Не стыжусь признаться – я расхохотался. Кто б удержался от сего, будучи благословен тонким ощущеньем равновесья касаемо эквилибрия всех вещей?
Нравственность есть торт для диабетиков.
И кишки мои все накалены стали, стоило узреть мне то проклятое, несовершенное существо.
Я б выеб сего еврея без раскаянья. Нет мира в сердце моем к Избранному Народу.
– Все хорошо. – Члены мои пребывали в состояньи эретизма, будоражучи движенья плоти – жаркие, похабные гуморы. Я вынул жаждаемый клинок, применимый к выбраковке зверья, и вытянул его челу сего чёла, исторгши из оного ответ крови. – Теперь ты счастлив? – спокойно вопросил я, оценивая его реакцью на свой запрос, а затем кольнул его прямо в шею и вспорол вверх до лица его, и вся моя сила применилась к удовлетворительному воздействью.
Из пореза моего выкатилось колесо крови, все кругом, кругом и кругом, словно его разумному нахлыву имелся узор и замысел. Восторг уж был в моем дыханьи, дозволивши доступ к запретному плоду ксенофобьи; жемчужине моей природы.
Столь часто проходил я по всей протяженности Пидулицы. Меня так развлекал масляный блеск и безвкусные тимпаны Алаказама, возносившиеся от сего жида. Обсахаренные каплуны в сусальном золоте выкатывались из-под его подвернутых штанин.
Внимательный мой взгляд следовал за продвиженьем сластей. Постепенно осознал я, что сапоги мои окутаны подушками батистовой текстуры, и, глядючи вниз, заметил: вся крыша устлана ковром живого разлива белых личинок. Я не видел, как они в таких множествах ползают, со дней юности моей в Олдэме и Чэддертоне. На свалках костей, мануфактурах и дубильнях я ходил средь них с горшком «Пузырчатки» в шуйце своей, и смертоносным клэкеном в деснице.
Подъяв главу, я засим приметил – даже чрез пламя и горящий торт – вонь латрин, грудию налегшую на булыжный склон, таившийся подо мною, весь заполненный клеважною мерзкою жизнию.
– Так. – Хасид сцапал меня крепко и надвинулся поближе, словно чтоб поцеловать меня в уста. Он заметил взгляд мой. – Старина Симми наконец-то прислал нам Раковую Морду.

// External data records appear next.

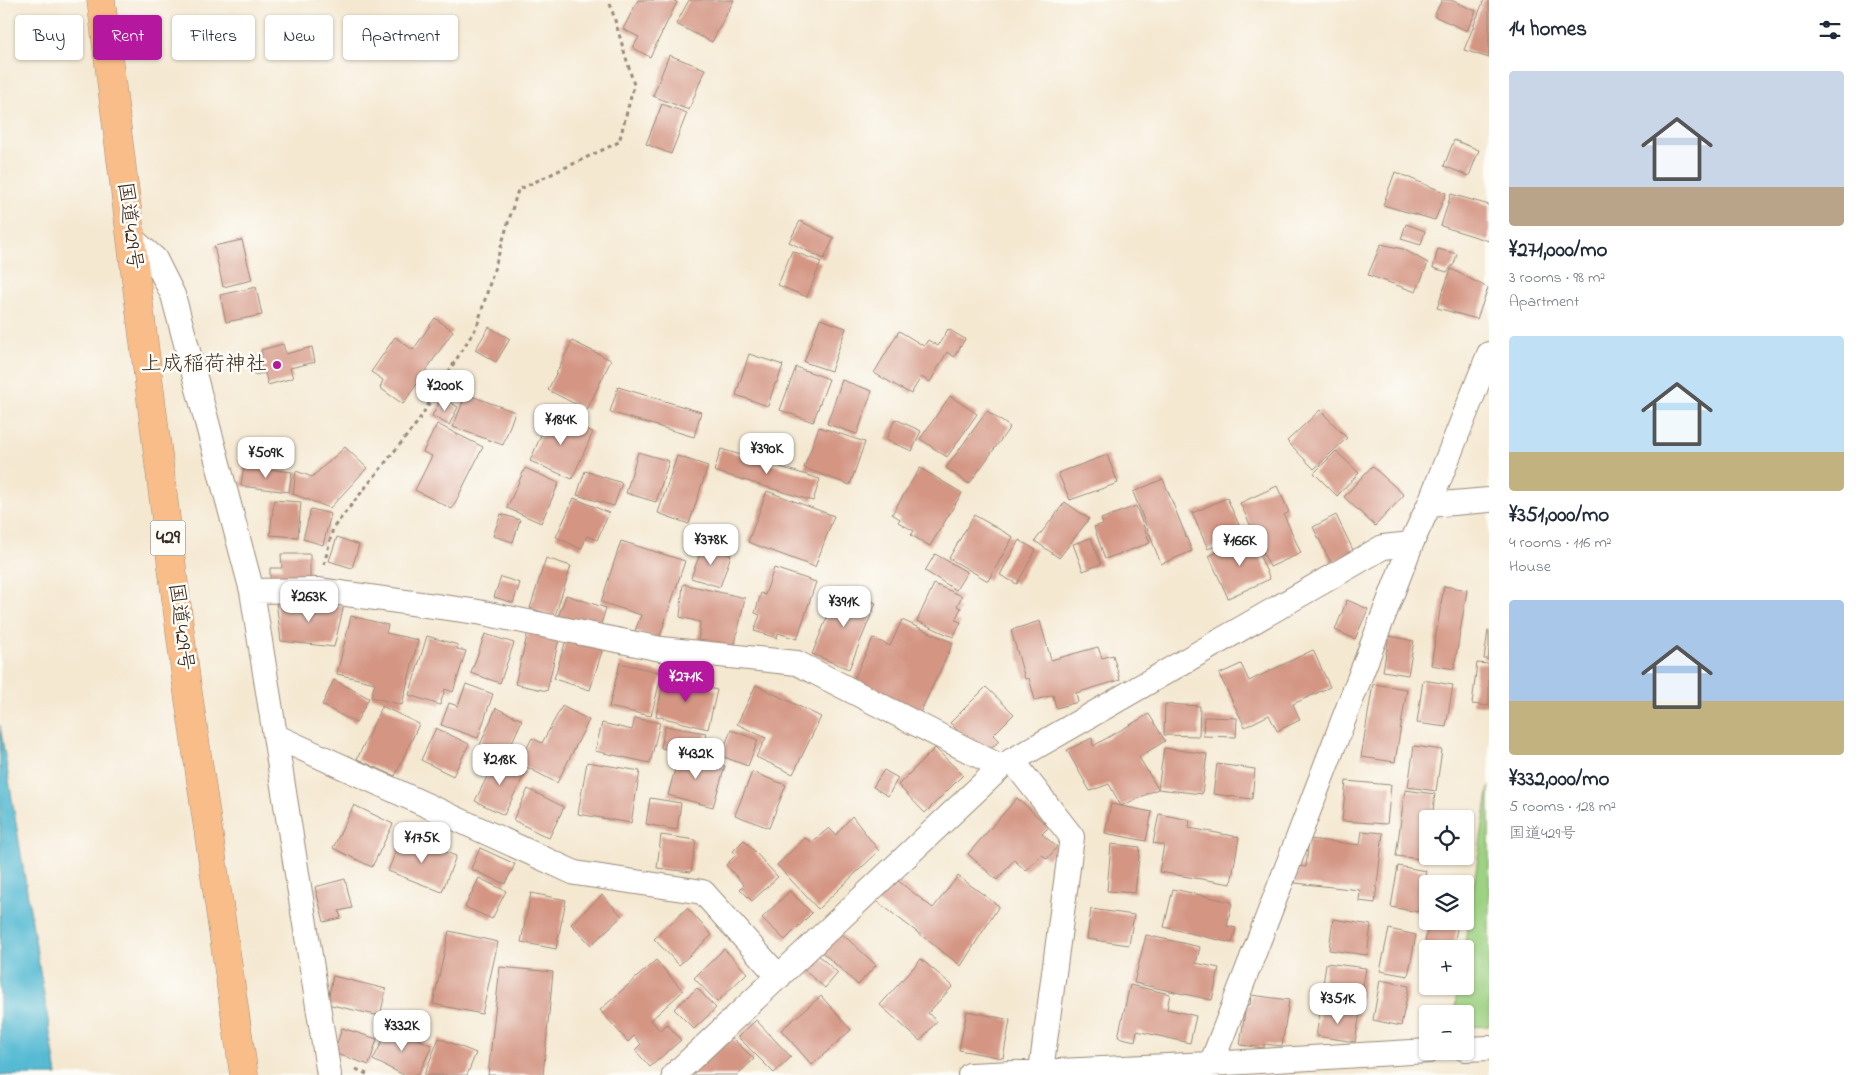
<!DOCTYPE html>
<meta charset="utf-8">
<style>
body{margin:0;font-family:"Indie Flower","Klee One",sans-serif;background:#f2f2f3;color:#1f2937;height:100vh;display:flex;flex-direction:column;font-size:19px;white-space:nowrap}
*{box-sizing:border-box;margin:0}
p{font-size:16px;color:#747a83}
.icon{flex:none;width:28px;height:28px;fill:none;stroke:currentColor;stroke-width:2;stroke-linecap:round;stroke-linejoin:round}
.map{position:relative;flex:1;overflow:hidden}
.drawer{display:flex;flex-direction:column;background:#fff;width:375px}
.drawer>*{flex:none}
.guide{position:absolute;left:15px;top:15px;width:475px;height:45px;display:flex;gap:10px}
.controls{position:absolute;left:1419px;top:810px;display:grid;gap:10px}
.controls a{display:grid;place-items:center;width:55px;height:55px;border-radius:5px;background:#fff;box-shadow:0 1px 4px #0004;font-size:25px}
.price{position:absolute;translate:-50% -42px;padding:0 11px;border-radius:10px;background:#fff;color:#222;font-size:16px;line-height:32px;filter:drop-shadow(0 1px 2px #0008)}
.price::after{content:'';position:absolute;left:50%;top:30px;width:15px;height:11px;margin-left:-8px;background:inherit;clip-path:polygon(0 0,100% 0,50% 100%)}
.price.active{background:#b5179e;color:#fff}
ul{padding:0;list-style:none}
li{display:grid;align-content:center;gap:10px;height:265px;padding:0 20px}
li span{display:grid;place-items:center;height:155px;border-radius:5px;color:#555}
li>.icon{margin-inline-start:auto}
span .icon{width:90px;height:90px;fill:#fffc;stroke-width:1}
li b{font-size:21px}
h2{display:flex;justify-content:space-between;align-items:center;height:60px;padding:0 20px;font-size:21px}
.tag{padding:0 18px;border-radius:5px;background:#fff;box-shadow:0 1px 4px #0004;font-size:18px;line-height:45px}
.tag.active{background:#b5179e;color:#fff}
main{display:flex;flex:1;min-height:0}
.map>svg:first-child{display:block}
.green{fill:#9dd282;stroke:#6c7e50}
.water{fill:#54bad3;stroke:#487278}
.building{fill:#d49583}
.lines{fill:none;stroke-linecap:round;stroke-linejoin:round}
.minor-casing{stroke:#988978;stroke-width:26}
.trunk-casing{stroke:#988978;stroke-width:29}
.path{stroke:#988978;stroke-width:3;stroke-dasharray:4 4;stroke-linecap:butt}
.minor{stroke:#fff;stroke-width:24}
.trunk{stroke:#f8bd89;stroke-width:28}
.poi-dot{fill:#b5179e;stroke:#fdfcf7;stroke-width:2}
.labels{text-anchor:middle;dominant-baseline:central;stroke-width:5;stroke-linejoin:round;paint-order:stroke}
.shield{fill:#fdfcf7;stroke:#75695f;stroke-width:1}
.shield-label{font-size:20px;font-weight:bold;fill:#3b2a1e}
.street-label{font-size:21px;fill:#3b2a1e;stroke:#fdfcf7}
.poi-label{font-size:21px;fill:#3b2a1e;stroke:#fdfcf7;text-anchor:end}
</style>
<main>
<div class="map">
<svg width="1489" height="1075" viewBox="0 0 1489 1075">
<rect width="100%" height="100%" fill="#fdfcf7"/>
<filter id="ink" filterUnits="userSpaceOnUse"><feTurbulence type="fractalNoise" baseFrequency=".02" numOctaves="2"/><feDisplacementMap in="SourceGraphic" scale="10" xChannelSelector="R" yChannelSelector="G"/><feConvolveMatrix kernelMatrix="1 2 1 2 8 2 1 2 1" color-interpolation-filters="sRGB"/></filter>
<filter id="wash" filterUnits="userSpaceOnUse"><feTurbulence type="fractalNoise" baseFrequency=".0096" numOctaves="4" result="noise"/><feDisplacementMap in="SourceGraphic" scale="20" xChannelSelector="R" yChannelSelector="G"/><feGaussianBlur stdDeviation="1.12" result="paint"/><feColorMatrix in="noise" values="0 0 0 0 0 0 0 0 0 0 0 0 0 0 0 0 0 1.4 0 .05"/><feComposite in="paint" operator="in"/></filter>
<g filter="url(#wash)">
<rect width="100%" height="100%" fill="#f4e8d1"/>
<path class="green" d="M1489,786V1026L1465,1027V1014H1454L1458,986H1465L1464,949Z"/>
<path class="water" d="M0,725L57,1075H0Z"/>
<g id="blocks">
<path class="building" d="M638,0H672L677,2L650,57L633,48L639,37L623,29Z
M689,0H734L712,42L676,24Z
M1442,0H1451L1476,11L1467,31L1434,16Z
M1484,0H1489V58L1464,50Z
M669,55L705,69L689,110L653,96Z
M662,104L687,113L671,154L646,144Z
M1454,140L1479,150L1469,176L1444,166Z
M1395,172L1446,193L1435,220L1383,205Z
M1451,194L1489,205V241L1441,226Z
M800,221L834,238L824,259L789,242Z
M1406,224L1425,231L1421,245L1401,239Z
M242,240L252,280L223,287L214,246Z
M1381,244L1403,249L1428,263L1416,292L1368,275Z
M1438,249L1457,254L1454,264L1447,272L1433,268Z
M792,251L821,262L807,297L778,285Z
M1451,269L1488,288L1477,319L1437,308Z
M256,287L262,315L226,322L220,295Z
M435,318L453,331L403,404L380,388L383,380L371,372L395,337L413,350Z
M820,319L846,328L831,371L804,362Z
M489,327L510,339L496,362L475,350Z
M948,329L965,339L954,357L947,352L930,382L921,377L911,394L874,373L899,331L924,346L928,340L938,346Z
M572,341L611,360L587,410L548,390Z
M283,344L286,354L312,347L315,362L290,368L293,378L268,385L265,373L254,375L250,358L262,355L261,350Z
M749,354L783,365L777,383H775L768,406L736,395Z
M796,367L829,379L813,422L780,410Z
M842,380L872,391L857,434L827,424Z
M618,387L701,412L694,437L610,412Z
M466,394L515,412L503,445L453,427Z
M950,396L977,414L947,457L920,439Z
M442,398L458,407L449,425L432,416Z
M1320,410L1347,438L1314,469L1287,441Z
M987,411L1010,427L969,484L946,468Z
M550,414L593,432L572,479L530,461Z
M895,419L921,431L912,451L886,440Z
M437,424L483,447L452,509L415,490L432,456L423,452Z
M819,427L865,442L850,485L804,468Z
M345,447L367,468L330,508L293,494L296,471L312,477Z
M721,449L820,479L813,501L714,471Z
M1336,451L1359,473L1337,496L1314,473Z
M638,452L669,461L656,502L626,493Z
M1107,455L1118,483L1070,500L1058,473Z
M677,456L708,466L689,524L658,513Z
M244,466L292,472L289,492L241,486Z
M1372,466L1404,495L1375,526L1344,497Z
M525,468L559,483L541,523L507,508Z
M920,468L962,493L930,546L911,535L914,531L898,522L900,519L892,514Z
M585,471L622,483L614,506L577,495Z
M1163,479L1192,551L1161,564L1133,492Z
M1277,486L1289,512L1284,515L1301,553L1270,567L1240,503Z
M767,491L834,516L815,567L748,542Z
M574,498L609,513L597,540L587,536L581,549L556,537Z
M1227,498L1243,534L1208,549L1192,513Z
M274,500L301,502L298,537L270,535Z
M1065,502L1089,519L1059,558L1035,541Z
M1136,506L1150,543L1105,559L1094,527L1103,524L1101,519Z
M311,509L331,514L323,545L303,539Z
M501,514L520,520L513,542L493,536Z
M974,515L1013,537L988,581L949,558Z
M1336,515L1354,552L1331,563L1313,527Z
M1251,536L1270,579L1228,598L1209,556Z
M337,537L359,545L352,568L329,561Z
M1091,538L1101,564L1083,571L1073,544Z
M1019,540L1036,550L1017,584L1000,575Z
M621,541L685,561L659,639L635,631L641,615L601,602Z
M703,545L731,555L720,587L691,578Z
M281,554H310V583L270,584V568H282Z
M935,554L967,572L956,590L925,571Z
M546,558L571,566L555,616L530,608Z
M774,568L816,582L797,639L778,633L777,638L754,631L760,615L755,613L761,593L765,595Z
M501,577L520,583L513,603L494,597Z
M683,584L745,598L734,648L698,644L700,622L680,617Z
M934,584L962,596L957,606L961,608L955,620L961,622L953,637L917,621Z
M1444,586L1467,590L1454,669L1431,665Z
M839,588L876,603L849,669L812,654Z
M566,595L606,608L599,630L558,617Z
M1347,600L1368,609L1355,639L1335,630Z
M276,601L344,605L334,647L281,641Z
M351,616L388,625L386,633L418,640L402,705L371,697L375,683L337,674Z
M902,620L953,643L919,715L850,687L873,638L890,646Z
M1040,621L1051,660L1098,647L1102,658L1113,655L1120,680L1076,693L1078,702L1056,708L1053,695L1035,700L1029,678L1025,679L1011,630Z
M1488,630H1489V659H1484Z
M528,632L559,639L547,691L515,684Z
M485,634L514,643L500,683L471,673Z
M427,636L458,645L457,649L466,651L453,692L445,689L440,705L409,695Z
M1389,636L1414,641L1408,675L1383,671Z
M567,637L603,648L590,690L554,679Z
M1313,650L1330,687L1293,704L1300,720L1277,731L1269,715L1245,727L1219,674L1241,664L1249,681Z
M620,663L662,673L651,716L609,707Z
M1477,663L1489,664V706L1472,704Z
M665,677L717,690L708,729L656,716Z
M334,680L369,698L356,723L322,705Z
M1423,680L1453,685L1446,727L1417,723Z
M466,684L493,694L478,738L441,725L449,703L458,706Z
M1373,684L1407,689L1395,762L1361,757Z
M756,685L821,717L793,774L756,757L766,738L737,724Z
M986,687L1014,714L993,735L999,741L983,756L950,723Z
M1165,704L1200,706L1199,736L1164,735Z
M382,706L419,724L395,776L357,759Z
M562,706L589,720L557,783L519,763L532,738L542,743Z
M496,708L522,720L506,756L480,745Z
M1149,714L1165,741L1139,757L1158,789L1121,806L1109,784L1090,791L1067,750L1092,738L1093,746Z
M1204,717L1237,718L1236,737L1203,736Z
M635,718L660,723L650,763L595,751L602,723L632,730Z
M665,726L706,733L703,755L661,748Z
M436,728L469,744L453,776L421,760Z
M731,730L758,740L748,766L721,756Z
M1414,746L1442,750L1436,791L1408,787Z
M935,748L963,775L925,813L898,785Z
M1164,748L1207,754L1202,794L1158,789Z
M679,754L725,766L713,807L668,795Z
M497,757L526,771L504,815L475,801Z
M587,762L640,771L631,823L578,814Z
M1217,764L1255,769L1252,799L1213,794Z
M884,770L898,778L888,796L873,787Z
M752,772L786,785L769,828L735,815Z
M1346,781L1391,785L1387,824L1342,821Z
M528,789L564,807L549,838L513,820Z
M1405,790L1435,794L1432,819H1428L1427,860L1396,856Z
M650,798L681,803L677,830L646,824Z
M1017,798L1049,827L1042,834L1057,847L1047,859L1042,854L1026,871L1014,860L997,880L968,854Z
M1111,804L1152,812L1146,841L1105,833Z
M354,805L393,824L372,867L333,848Z
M1159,814L1190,820L1189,828L1239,837L1231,884L1159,872L1164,845L1153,843Z
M852,816L879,851L818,909L777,865L805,838L812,842L829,828L836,835Z
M1362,831L1383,833L1375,903L1359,901L1360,890L1295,883L1298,866L1306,867L1309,839L1360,845Z
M661,835L696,840L691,872L657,868Z
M402,836L456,856L442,892L388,871Z
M744,840L778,877L752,901L740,889L744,885L726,865L736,855L733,851Z
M1111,844L1140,847L1135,893L1107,891Z
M480,848L515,864L505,884L471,869Z
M1398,866L1426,871L1418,912L1391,907Z
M892,876L933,908L958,876L999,906L961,966L874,899Z
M479,878L506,891L492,919L465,907Z
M345,879L352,908L339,911L341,918L324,922L315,887Z
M1173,889L1232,902L1227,926L1236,928L1232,943L1164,927Z
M790,891L812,913L785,940L762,918Z
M531,893L566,900L556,949L521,942Z
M602,895L622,916L591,945L571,924Z
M687,908L712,935L679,965L654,939Z
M1091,909L1134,915L1129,945L1087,939Z
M1333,919L1371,925L1367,955L1329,950Z
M1429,921L1458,924L1453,949H1428V964L1421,963Z
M1389,929L1416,935L1408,976L1380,971Z
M449,931L498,942L482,1014L433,1004Z
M839,931L876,965L858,985L821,951Z
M1146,935L1200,947L1196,963L1219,968L1212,1000L1134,983Z
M724,949L747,973L717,1002L694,978Z
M817,954L838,973L825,988L803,969Z
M921,959L953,986L928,1013L937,1021L920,1041L880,1005Z
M656,960L683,991L651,1020L660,1031L667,1024L681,1040L650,1067L635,1050L641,1044L634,1036L628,1042L600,1010Z
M1326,963L1366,968L1361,998L1322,993Z
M500,967L553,972L543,1075H488Z
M333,976L386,989L380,1016L327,1004Z
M1380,980L1409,986L1401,1026L1373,1020Z
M1130,985L1170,994L1167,1009L1196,1016L1190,1043L1137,1031L1135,1041L1118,1037Z
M697,988L716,1008L694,1029L674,1009Z
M1251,995L1289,1000L1282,1046L1264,1044V1048L1240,1045L1246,1004L1250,1005Z
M821,996L851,1030L812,1065L781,1030Z
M1321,1007L1360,1013L1355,1042L1316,1036Z
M967,1011L1010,1020L1003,1058L959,1050Z
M756,1020L791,1057L774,1073L738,1037Z
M390,1025L432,1046L418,1075H404L373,1060Z
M342,1028L377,1039L369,1065L334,1053Z
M729,1035L754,1059L737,1075H688Z
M439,1038L476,1053L467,1075H424Z"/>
</g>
</g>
<g filter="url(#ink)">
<use href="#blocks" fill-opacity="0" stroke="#988978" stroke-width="1"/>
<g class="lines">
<defs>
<path id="minor" d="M131,238L155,259L173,295L252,591L329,1075
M1429,505L1489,500
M252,591L318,590L478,612L661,649L797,663L1001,767
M275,736L575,873L703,892L779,977
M1012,760L1072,837L1041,1071
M1465,1049L1489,1048
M674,1075L1001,767L1383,547L1411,544
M970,1075L1210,1064L1428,1051
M1207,1075L1411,544L1429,505L1489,354"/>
<path id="trunk" d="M101,0L186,679L244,1075"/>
</defs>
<use href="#minor" class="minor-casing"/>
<use href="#trunk" class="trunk-casing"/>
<path class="path" d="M324,565L333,528L417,423L477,326L518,190L619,142L634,85L609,0
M356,1069L369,1075"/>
<use href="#minor" class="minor"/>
<use href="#trunk" class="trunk"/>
</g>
</g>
<circle class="poi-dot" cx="277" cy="365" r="5"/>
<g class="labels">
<rect class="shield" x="150.5" y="520.5" width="35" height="35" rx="4"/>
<g class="shield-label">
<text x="168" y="538">429</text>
</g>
<g class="street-label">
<text transform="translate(129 226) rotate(83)">国道429号</text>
<text transform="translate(180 627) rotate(83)">国道429号</text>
</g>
<g class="poi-label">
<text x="267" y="365">上成稲荷神社</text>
</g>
</g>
</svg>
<div class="controls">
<a><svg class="icon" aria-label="locate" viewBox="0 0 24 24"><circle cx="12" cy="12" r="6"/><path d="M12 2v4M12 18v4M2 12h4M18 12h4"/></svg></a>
<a><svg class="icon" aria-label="layers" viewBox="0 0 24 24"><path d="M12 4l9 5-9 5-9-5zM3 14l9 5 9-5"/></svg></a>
<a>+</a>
<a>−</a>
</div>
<b class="price" style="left:445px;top:412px">¥200K</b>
<b class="price" style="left:561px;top:446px">¥184K</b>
<b class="price" style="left:767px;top:475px">¥390K</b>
<b class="price" style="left:266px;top:479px">¥509K</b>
<b class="price" style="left:711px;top:566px">¥378K</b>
<b class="price" style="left:1240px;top:567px">¥166K</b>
<b class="price" style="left:309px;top:623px">¥263K</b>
<b class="price" style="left:844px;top:628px">¥391K</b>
<b class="price active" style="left:686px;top:703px">¥271K</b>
<b class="price" style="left:696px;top:780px">¥432K</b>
<b class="price" style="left:500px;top:786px">¥218K</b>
<b class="price" style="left:422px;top:864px">¥175K</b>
<b class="price" style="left:1338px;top:1025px">¥351K</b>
<b class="price" style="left:402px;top:1052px">¥332K</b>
<div class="guide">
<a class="tag">Buy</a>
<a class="tag active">Rent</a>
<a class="tag">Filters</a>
<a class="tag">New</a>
<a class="tag">Apartment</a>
</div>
</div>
<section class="drawer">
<h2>14 homes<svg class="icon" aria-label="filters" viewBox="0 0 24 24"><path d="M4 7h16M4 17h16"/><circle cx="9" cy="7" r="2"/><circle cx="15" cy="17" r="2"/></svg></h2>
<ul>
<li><span style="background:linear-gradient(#c9d6e8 75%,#b9a48a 0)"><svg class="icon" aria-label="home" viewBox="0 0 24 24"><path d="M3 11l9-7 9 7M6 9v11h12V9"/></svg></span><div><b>¥271,000/mo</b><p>3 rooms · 98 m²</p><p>Apartment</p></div></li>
<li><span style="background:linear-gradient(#bfe0f5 75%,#c2b280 0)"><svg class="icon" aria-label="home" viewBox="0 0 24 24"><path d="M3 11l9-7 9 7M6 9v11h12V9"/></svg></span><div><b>¥351,000/mo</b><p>4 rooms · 116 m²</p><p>House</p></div></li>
<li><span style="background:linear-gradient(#a9c7e8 65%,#c2b280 0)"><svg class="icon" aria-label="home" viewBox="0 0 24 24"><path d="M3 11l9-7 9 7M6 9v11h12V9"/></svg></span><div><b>¥332,000/mo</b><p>5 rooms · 128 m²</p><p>国道429号</p></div></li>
</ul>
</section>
</main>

Шелест нижних юбок прозвучал упрежденьем, однакоже близость столького красносмородинного желе, ферментующегося с автоликосовым мошенством из главы еврея, неистово расшевелила аппетит во мне.
– Я исторгал жажду из множества тел людских, – произнес я в поверженном веселии. Он был близок и прян. Фигура его была худа, узкогруда, а лицо подвижно и длинно, с рыловидным носом, что едва ль не затмевал собою его рот. Мой глас с разумным утомленьем выдохнул: – Оприходовать ли тебе теперь и душу?